A Fine Whine
No Way Out
Thursday, June 14, 2012
NO WAY OUT: It’s perversely fitting the county supervisors will contemplate cutting the county Mental Health department by $7 million the same week that David Attias, the former UCSB student who killed four people in Isla Vista in 2001, testified he’s gained sufficient control over his raging mental illness to be released from Patton State psychiatric hospital. The good news is that Attias — who was deemed not guilty by reason of insanity 10 years ago, is now taking Depakote, an anti-psychotic medication that keeps petty annoyances and vexations from triggering blazing infernos in his brain. The bad news is it took his caretakers eight years to figure this out. The other bad news is that Santa Barbara County executives have proposed cutting the jobs of 15 frontline county mental-health workers. But they’re also pushing to increase Mental Health’s administrative expenditures by $500,000 so they can hire 10 new administrative workers. I’m sure in some parallel universe this makes sense, but not the one where I live.
Angry Poodle
Maybe there’s no real connection. Typically, county Mental Health serves the poorest of the poor. David Attias, the profoundly troubled man-child of a successful TV director, has always had access to the best care and treatment money could buy. But like many mentally ill people, Attias never thought he needed treatment until it was too late. During his first trial, one expert after another testified Attias was legally insane when he gunned his car into a crowd, knocking five people out of their shoes with such sudden violence that their laces remained tied. Only one survived. And the experts were right. Accordingly, Judge Thomas Adams sentenced Attias to treatment at Patton rather than 60 years behind bars. Now his handlers there — doctors, psychologists, and therapists — say he’s safe enough to be released to a highly structured community-release program run by the state. Not only that, but two psychological experts hired by county prosecutors say so, too. That’s because in the past 18 months, the experts at Patton have finally figured out Attias’s diagnosis: pervasive developmental disorder. And since they put him on Depakote, he’s not so arrogant, entitled, abrasive, and confrontational. Maybe we should spike the water supply with this stuff. It’s worth noting that Depakote is one of the many medications Attias stopped taking shortly after turning 18 and enrolling at UCSB. He preferred the recreational release offered by a cat tranquilizer with psychotic side effects, ketamine, instead.

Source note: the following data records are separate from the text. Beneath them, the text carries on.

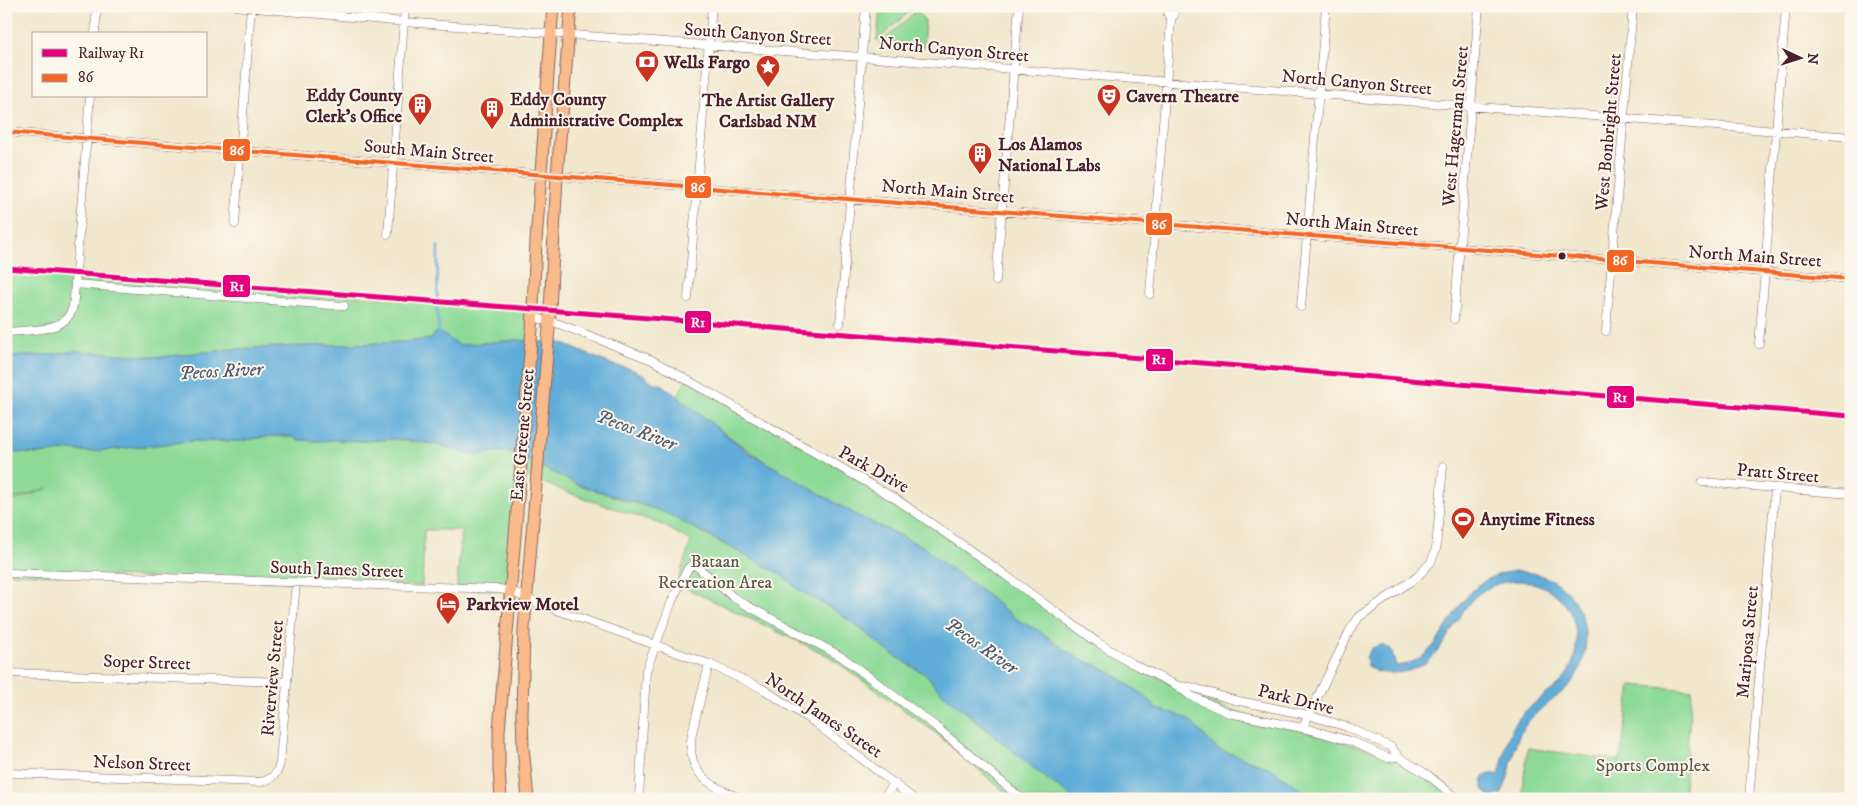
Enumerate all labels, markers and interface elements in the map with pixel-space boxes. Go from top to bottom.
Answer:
street label: South Canyon Street [683,19,833,51]
legend [32,32,208,98]
street label: North Canyon Street [878,32,1030,68]
north arrow [1774,32,1824,82]
text: Railway R1 [78,44,144,63]
street label: West Hagerman Street [1438,45,1474,208]
bank icon: Wells Fargo [634,49,660,83]
place label: Wells Fargo [663,52,750,74]
street label: West Bonbright Street [1591,52,1627,213]
text: N [1803,52,1821,66]
place icon: The Artist Gallery Carlsbad NM [755,54,781,88]
street label: North Canyon Street [1281,65,1433,101]
text: 86 [78,68,95,87]
theatre icon: Cavern Theatre [1096,83,1122,117]
place label: Eddy County Clerk's Office [306,85,403,128]
place label: Cavern Theatre [1126,86,1239,108]
place label: Eddy County Administrative Complex [509,89,683,132]
place label: The Artist Gallery Carlsbad NM [701,90,835,133]
building icon: Eddy County Clerk's Office [407,92,433,126]
building icon: Eddy County Administrative Complex [479,96,505,130]
place label: Los Alamos National Labs [998,134,1101,177]
street label: South Main Street [363,135,495,169]
line badge: 86 [222,138,251,162]
building icon: Los Alamos National Labs [967,141,993,175]
text: 86 [230,142,245,160]
line badge: 86 [684,175,712,199]
street label: North Main Street [880,175,1016,209]
text: 86 [691,179,706,197]
street label: North Main Street [1284,208,1420,242]
line badge: 86 [1145,212,1173,236]
text: 86 [1152,216,1167,234]
street label: North Main Street [1688,241,1822,273]
line badge: 86 [1606,249,1635,273]
unlabelled marker [1557,251,1567,261]
text: 86 [1613,252,1628,270]
line badge: R1 [222,274,251,298]
text: R1 [230,278,244,296]
line badge: R1 [684,310,712,334]
text: R1 [691,314,705,332]
line badge: R1 [1145,348,1174,372]
text: R1 [1152,351,1166,369]
water label: Pecos River [179,358,266,385]
street label: East Greene Street [506,367,540,503]
line badge: R1 [1606,385,1635,409]
text: R1 [1613,389,1627,407]
water label: Pecos River [593,405,682,457]
street label: Park Drive [834,441,913,498]
street label: Pratt Street [1736,459,1820,489]
sports icon: Anytime Fitness [1450,506,1476,540]
place label: Anytime Fitness [1479,509,1595,531]
park label: Bataan Recreation Area [658,551,773,594]
street label: South James Street [270,557,404,583]
street label: Mariposa Street [1732,584,1764,699]
hotel icon: Parkview Motel [435,591,461,625]
place label: Parkview Motel [466,594,579,616]
water label: Pecos River [940,613,1024,681]
street label: Riverview Street [257,619,289,737]
street label: Soper Street [103,650,191,676]
street label: North James Street [761,668,886,763]
street label: Park Drive [1255,680,1336,720]
street label: Nelson Street [93,751,191,777]
park label: Sports Complex [1596,755,1710,777]

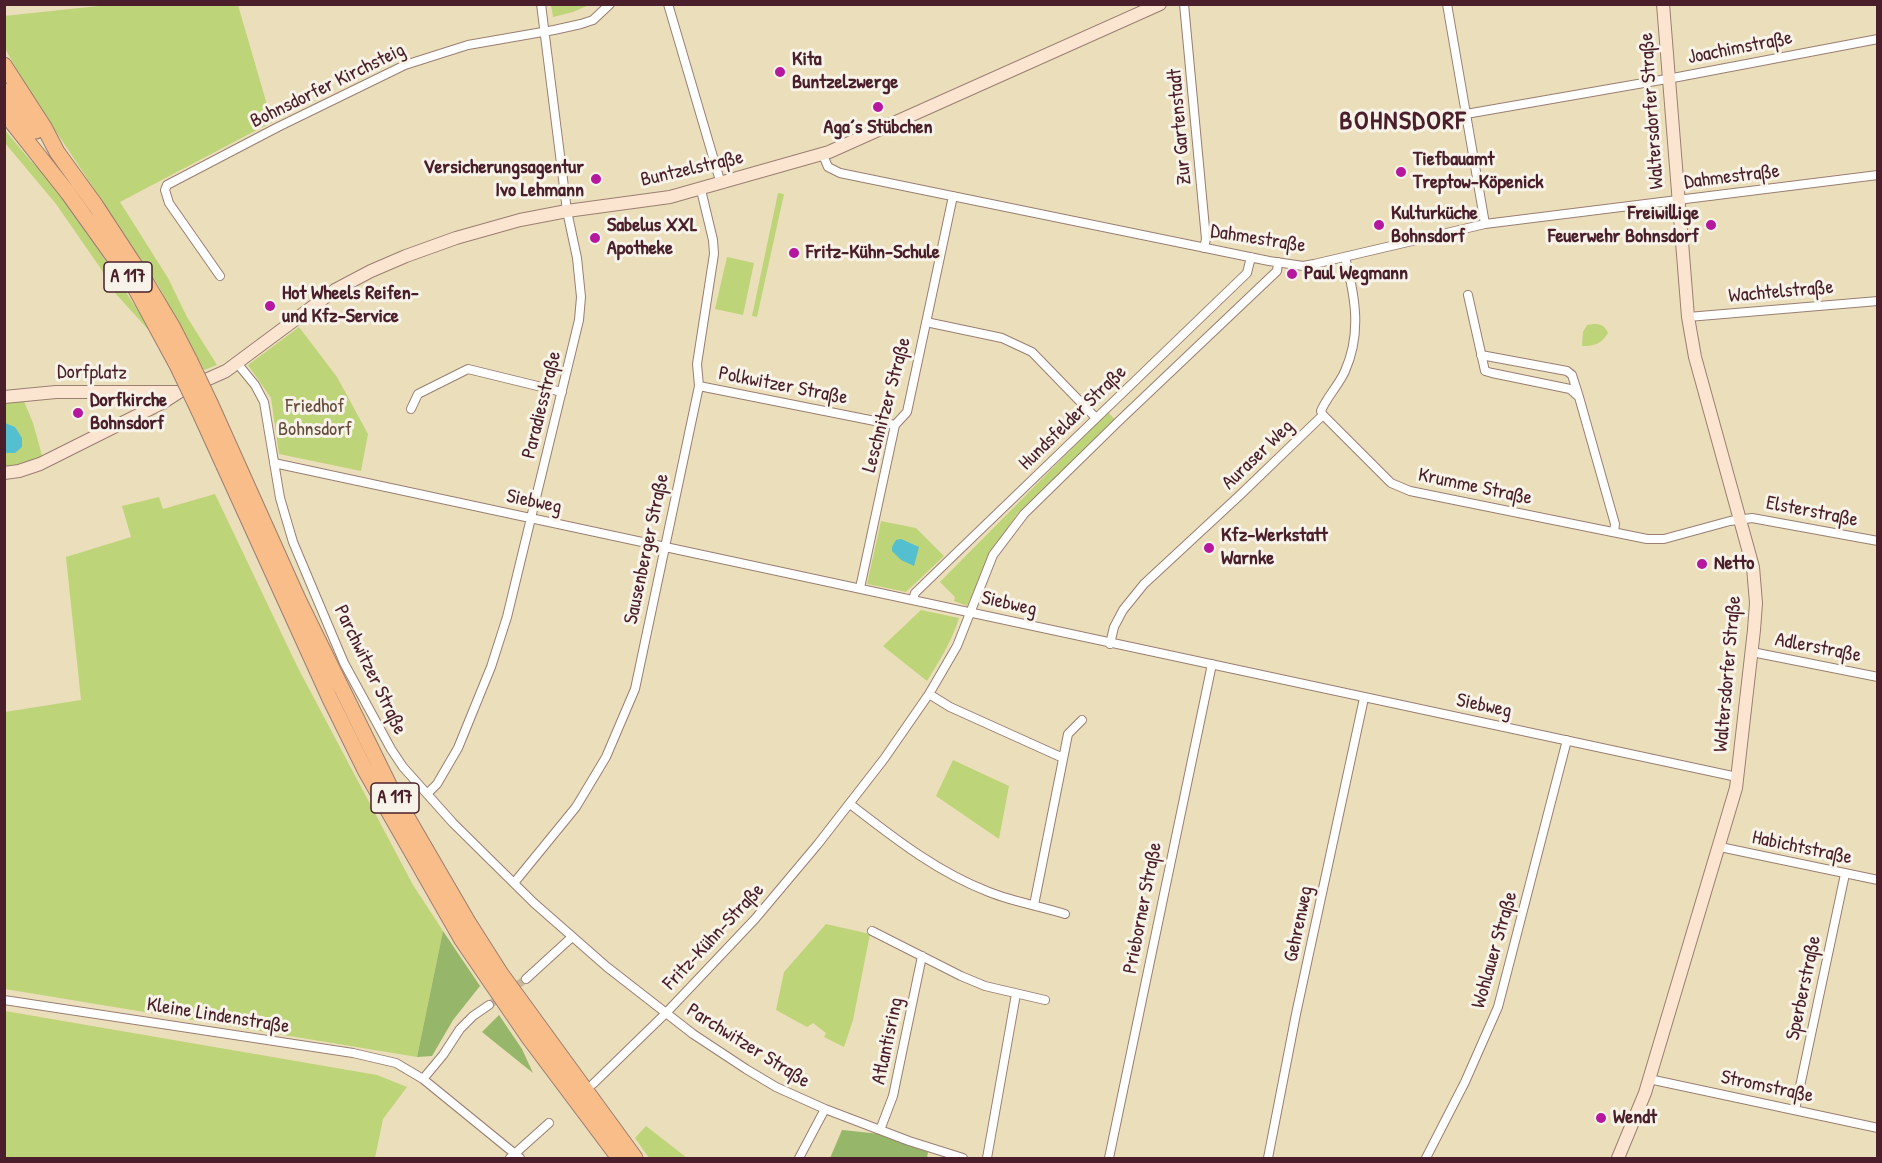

Today, the experts assure us that the mayhem Attias wrought was caused by drug-induced psychosis. Keep Attias off crazy-making drugs, they insist, and he can be released and safely managed. But keep him in Patton much longer, they warn, and he’ll be “institutionalized” beyond the pale of possible recovery. To counter the considerable weight of all these experts, prosecutor Paula Waldman spent $10,000 of taxpayer money to pay forensic psychologist Margaret Hagen to fly out from Boston University, where she teaches, to testify that most therapy is psychobabble junk science, that rehabilitation for Attias is all but impossible, and that he should be kept locked up until such time as he is too old, slow, and arthritic to pose a physical threat. Hagen is famous for having written what’s described as a “blistering exposé” of the essential corruption of court-appointed psychological experts. Her book, Whores of the Court, is a monument to scholarly dispassion. As Attias’s attorney Deedrea Edgar noted, Hagen has never been a licensed psychologist, never had a private practice, never diagnosed a patient, never had a patient committed, never written any scholarly peer-reviewed papers, and never interviewed David Attias. Edgar suggested, via pointed cross-examination, Hagen herself could be regarded as one of the experts-for-hire for whom she’s expressed such scathing contempt. On the stand, Hagen’s expertise seemed rooted in scholarly articles dating back to the 1970s and 1990s that she’d downloaded off the Internet and the details of which she could recall only with a striking degree of un-specificity.
While I am quick to believe the mental health field is unduly populated by quacks and well-intentioned incompetents, Hagen proved not just unconvincing on the stand but alarmingly so. Should the judge’s decision hinge on her testimony, Attias will soon be out on the streets. Next time the District Attorney wants to shell out $10,000 for some crackpot opinion, call me. I’m quick and florid, know a few big words, and can certainly use the money. Hagen, I was shocked to find out, has been hired no less than four times by local prosecutors in the past year.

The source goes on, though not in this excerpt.